- HOW TO COMPLETE THIS TASK -
Your answer must consist of every line from the data below that includes the word "service".

- EXERCISE INPUT -
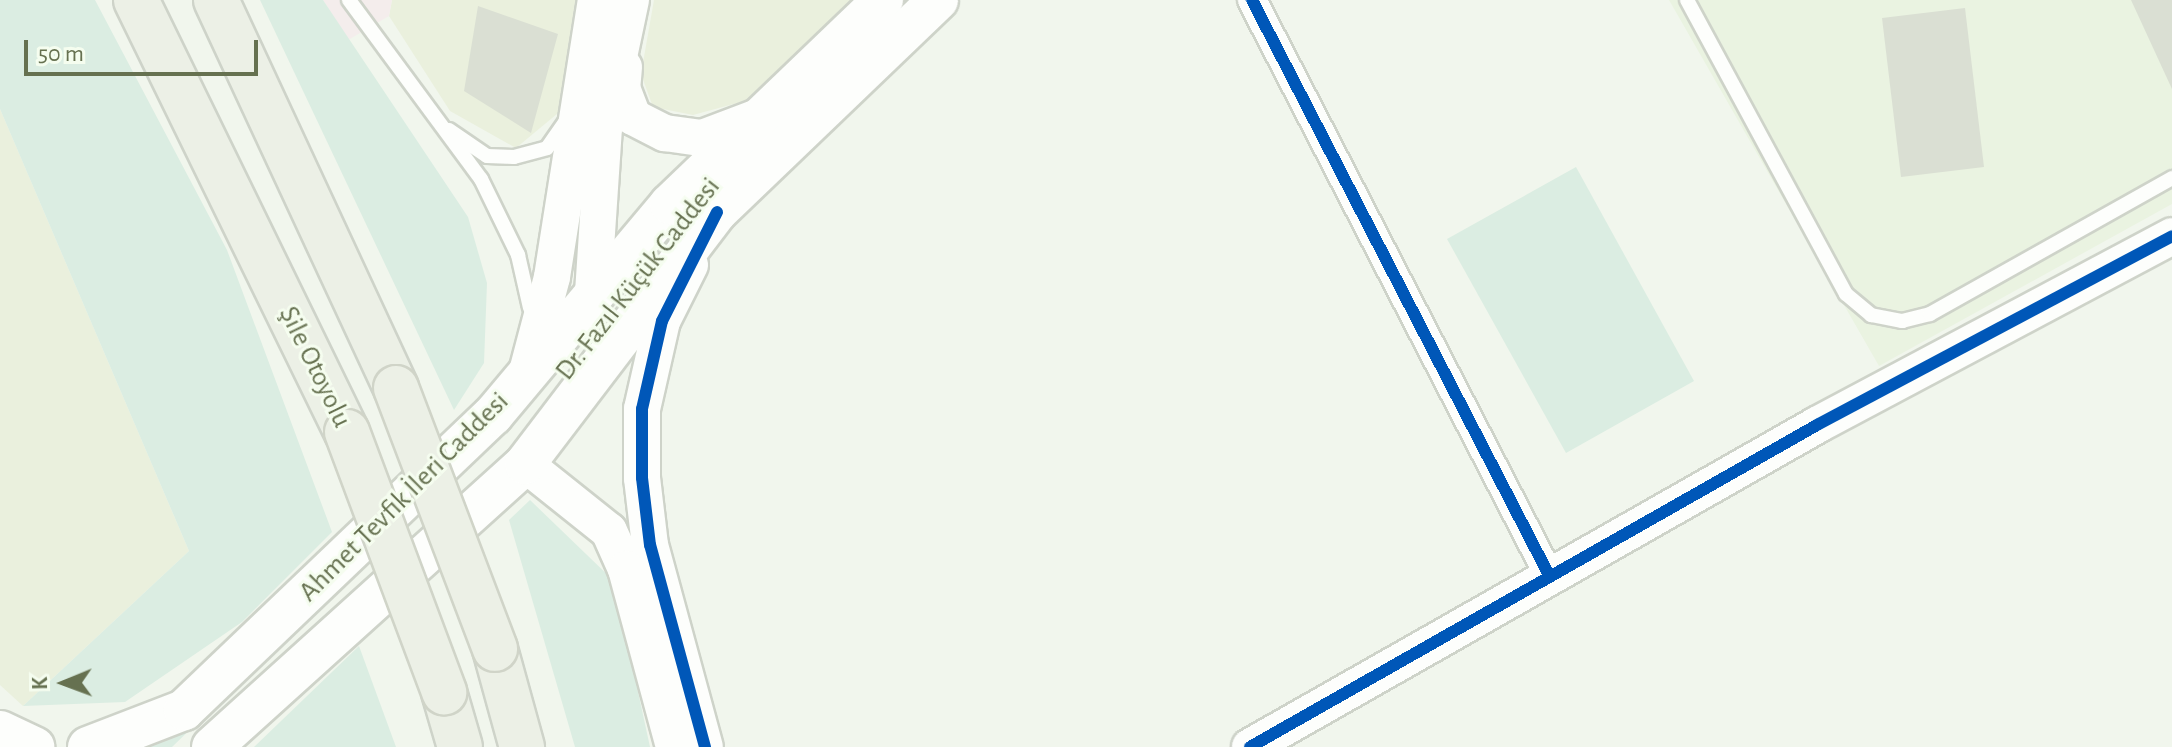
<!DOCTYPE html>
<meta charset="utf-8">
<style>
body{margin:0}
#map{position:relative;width:2172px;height:747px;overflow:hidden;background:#f1f6ed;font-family:"Alegreya Sans",sans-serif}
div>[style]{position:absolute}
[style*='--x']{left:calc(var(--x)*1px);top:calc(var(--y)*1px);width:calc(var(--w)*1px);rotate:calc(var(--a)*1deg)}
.residential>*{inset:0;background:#eaf3e1}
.commercial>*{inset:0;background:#eaf0dd}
.education>*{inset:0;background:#f4edec}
.green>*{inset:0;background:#dbede2}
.building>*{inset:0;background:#dadfd3}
.roads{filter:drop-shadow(2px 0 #ced3c9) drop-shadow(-2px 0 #ced3c9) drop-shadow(0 2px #ced3c9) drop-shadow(0 -2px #ced3c9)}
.service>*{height:14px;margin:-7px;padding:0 7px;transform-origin:7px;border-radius:7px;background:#fdfefc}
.minor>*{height:28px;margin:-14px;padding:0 14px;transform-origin:14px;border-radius:14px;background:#fdfefc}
.tertiary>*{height:36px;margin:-18px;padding:0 18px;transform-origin:18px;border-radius:18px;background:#fdfefc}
.secondary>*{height:40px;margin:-20px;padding:0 20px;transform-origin:20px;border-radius:20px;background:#fdfefc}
.trunk>*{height:44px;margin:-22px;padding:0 22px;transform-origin:22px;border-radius:22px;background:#ecf0e6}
.bridges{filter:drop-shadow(2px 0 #d0d4c8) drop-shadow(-2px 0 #d0d4c8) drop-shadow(0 2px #d0d4c8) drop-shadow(0 -2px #d0d4c8)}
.trunk-bridge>*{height:44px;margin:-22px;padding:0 22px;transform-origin:22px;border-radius:22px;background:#ecf0e6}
.cycleway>*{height:12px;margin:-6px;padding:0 6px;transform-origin:6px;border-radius:6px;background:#0057b8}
span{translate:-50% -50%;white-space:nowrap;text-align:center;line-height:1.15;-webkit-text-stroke:6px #f5fdef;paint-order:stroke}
.street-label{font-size:28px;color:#667150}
.north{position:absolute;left:24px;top:643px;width:80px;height:80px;-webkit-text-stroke:6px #f5fdef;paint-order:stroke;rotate:269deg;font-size:22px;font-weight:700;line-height:32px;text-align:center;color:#667150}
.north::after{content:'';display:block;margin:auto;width:28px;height:36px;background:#667150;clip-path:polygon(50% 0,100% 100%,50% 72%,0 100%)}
.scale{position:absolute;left:24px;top:40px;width:234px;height:36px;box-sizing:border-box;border:4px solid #667150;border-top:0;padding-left:10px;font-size:24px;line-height:28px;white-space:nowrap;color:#667150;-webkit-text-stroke:6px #f5fdef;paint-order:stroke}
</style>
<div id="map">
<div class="residential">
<i style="clip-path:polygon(1669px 0,2172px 0,2172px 204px,1879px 366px)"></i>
</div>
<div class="commercial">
<i style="clip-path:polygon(392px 0,582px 0,563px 109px,516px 148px,450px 111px,389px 16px)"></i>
<i style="clip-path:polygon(654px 0,852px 0,752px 99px,693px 115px,653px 107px,641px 74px)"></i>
<i style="clip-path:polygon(0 109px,189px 551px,23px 706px,0 685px)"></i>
</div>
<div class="education">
<i style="clip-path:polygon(323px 0,392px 0,389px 16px,348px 40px)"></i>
</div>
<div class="green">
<i style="clip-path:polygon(0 0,95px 0,227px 250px,332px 532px,242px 622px,125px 702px,23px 706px,189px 551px,0 109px)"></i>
<i style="clip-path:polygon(260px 0,323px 0,468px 217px,487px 283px,484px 363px,454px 410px)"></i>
<i style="clip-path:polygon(1576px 167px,1694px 381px,1566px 453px,1447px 239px)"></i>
<i style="clip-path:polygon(530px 500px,614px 581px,650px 747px,575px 747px,509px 520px)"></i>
<i style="clip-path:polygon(359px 646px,396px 747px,254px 747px)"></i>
<i style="clip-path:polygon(201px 719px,172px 747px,119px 747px)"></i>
</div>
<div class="building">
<i style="clip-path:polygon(2131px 0,2172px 0,2172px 89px)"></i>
<i style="clip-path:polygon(478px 6px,558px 34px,531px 133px,464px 91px)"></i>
<i style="clip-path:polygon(1965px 8px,1984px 167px,1901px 177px,1882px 18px)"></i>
</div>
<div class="roads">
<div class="service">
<i style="--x:349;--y:0;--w:222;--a:53.6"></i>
<i style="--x:481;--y:179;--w:85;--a:64"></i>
<i style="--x:518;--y:255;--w:54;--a:77.2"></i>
<i style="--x:1687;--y:0;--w:334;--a:61.6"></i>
<i style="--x:1846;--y:294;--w:33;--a:40"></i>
<i style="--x:1871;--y:315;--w:32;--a:11"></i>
<i style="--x:1902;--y:321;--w:29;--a:-14"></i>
<i style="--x:1930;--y:314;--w:278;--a:-29.3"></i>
<i style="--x:449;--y:130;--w:46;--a:34.4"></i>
<i style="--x:487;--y:156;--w:27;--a:2"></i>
<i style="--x:514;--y:157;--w:34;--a:-15"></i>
<i style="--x:547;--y:148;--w:35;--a:-55"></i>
</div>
<div class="minor">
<i style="--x:1252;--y:0;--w:649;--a:62.69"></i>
</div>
<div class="tertiary">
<i style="--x:624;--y:67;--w:21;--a:95"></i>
<i style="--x:622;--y:88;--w:31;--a:69"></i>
<i style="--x:633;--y:117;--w:36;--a:27"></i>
<i style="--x:665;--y:133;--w:37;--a:8"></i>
<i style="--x:702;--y:138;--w:60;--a:-20.6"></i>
<i style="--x:690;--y:265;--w:63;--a:116.6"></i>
<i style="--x:662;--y:321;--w:90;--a:102.8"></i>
<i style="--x:642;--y:409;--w:69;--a:90"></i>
<i style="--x:642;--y:478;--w:67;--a:83.2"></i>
<i style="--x:650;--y:545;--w:209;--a:74.8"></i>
<i style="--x:593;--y:293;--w:165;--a:-86.2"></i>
<i style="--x:604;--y:128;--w:131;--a:-78.1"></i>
<i style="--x:528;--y:368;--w:94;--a:-75.2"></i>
<i style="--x:552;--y:277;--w:280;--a:-81"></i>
<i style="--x:525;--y:464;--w:107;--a:38.6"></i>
<i style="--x:609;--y:531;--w:42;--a:65.9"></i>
<i style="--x:626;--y:569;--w:184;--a:74.9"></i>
<i style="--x:1250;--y:747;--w:652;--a:-29.59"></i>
<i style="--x:1817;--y:425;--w:402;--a:-28"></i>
</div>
<div class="secondary">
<i style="--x:0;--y:731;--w:38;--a:25"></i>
<i style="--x:88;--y:747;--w:103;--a:-21.1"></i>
<i style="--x:184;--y:710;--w:427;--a:-43.7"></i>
<i style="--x:493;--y:415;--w:275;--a:-50"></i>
<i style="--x:670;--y:204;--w:295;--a:-43.8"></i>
<i style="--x:212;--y:747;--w:422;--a:-42.1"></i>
<i style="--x:525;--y:464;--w:317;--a:-52.7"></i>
<i style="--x:717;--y:212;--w:306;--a:-43.8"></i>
</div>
<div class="trunk">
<i style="--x:136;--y:0;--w:481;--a:64"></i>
<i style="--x:216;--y:0;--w:428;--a:65.1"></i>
<i style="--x:495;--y:649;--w:102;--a:74.6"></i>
<i style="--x:444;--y:692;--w:57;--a:73.8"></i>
</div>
</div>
<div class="bridges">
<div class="trunk-bridge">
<i style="--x:396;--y:388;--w:279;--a:69.2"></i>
<i style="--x:347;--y:432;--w:278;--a:69.5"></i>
</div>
</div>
<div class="cycleway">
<i style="--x:1252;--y:0;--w:649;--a:62.69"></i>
<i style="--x:705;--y:747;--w:209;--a:-105.2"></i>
<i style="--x:650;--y:545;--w:67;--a:-96.8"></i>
<i style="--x:642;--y:478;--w:69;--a:-90"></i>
<i style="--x:642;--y:409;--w:90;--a:-77.2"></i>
<i style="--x:662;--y:321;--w:122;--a:-63.2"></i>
<i style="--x:1250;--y:747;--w:652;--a:-29.59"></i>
<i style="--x:1817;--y:425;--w:402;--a:-28"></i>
</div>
<div class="street-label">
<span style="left:638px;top:279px;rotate:-52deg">Dr. Fazıl Küçük Caddesi</span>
<span style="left:315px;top:367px;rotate:64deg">Şile Otoyolu</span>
<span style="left:404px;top:497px;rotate:-45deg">Ahmet Tevfik İleri Caddesi</span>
</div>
<div class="north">K</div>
<div class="scale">50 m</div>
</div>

- FINISHED TASK -
.service>*{height:14px;margin:-7px;padding:0 7px;transform-origin:7px;border-radius:7px;background:#fdfefc}
<div class="service">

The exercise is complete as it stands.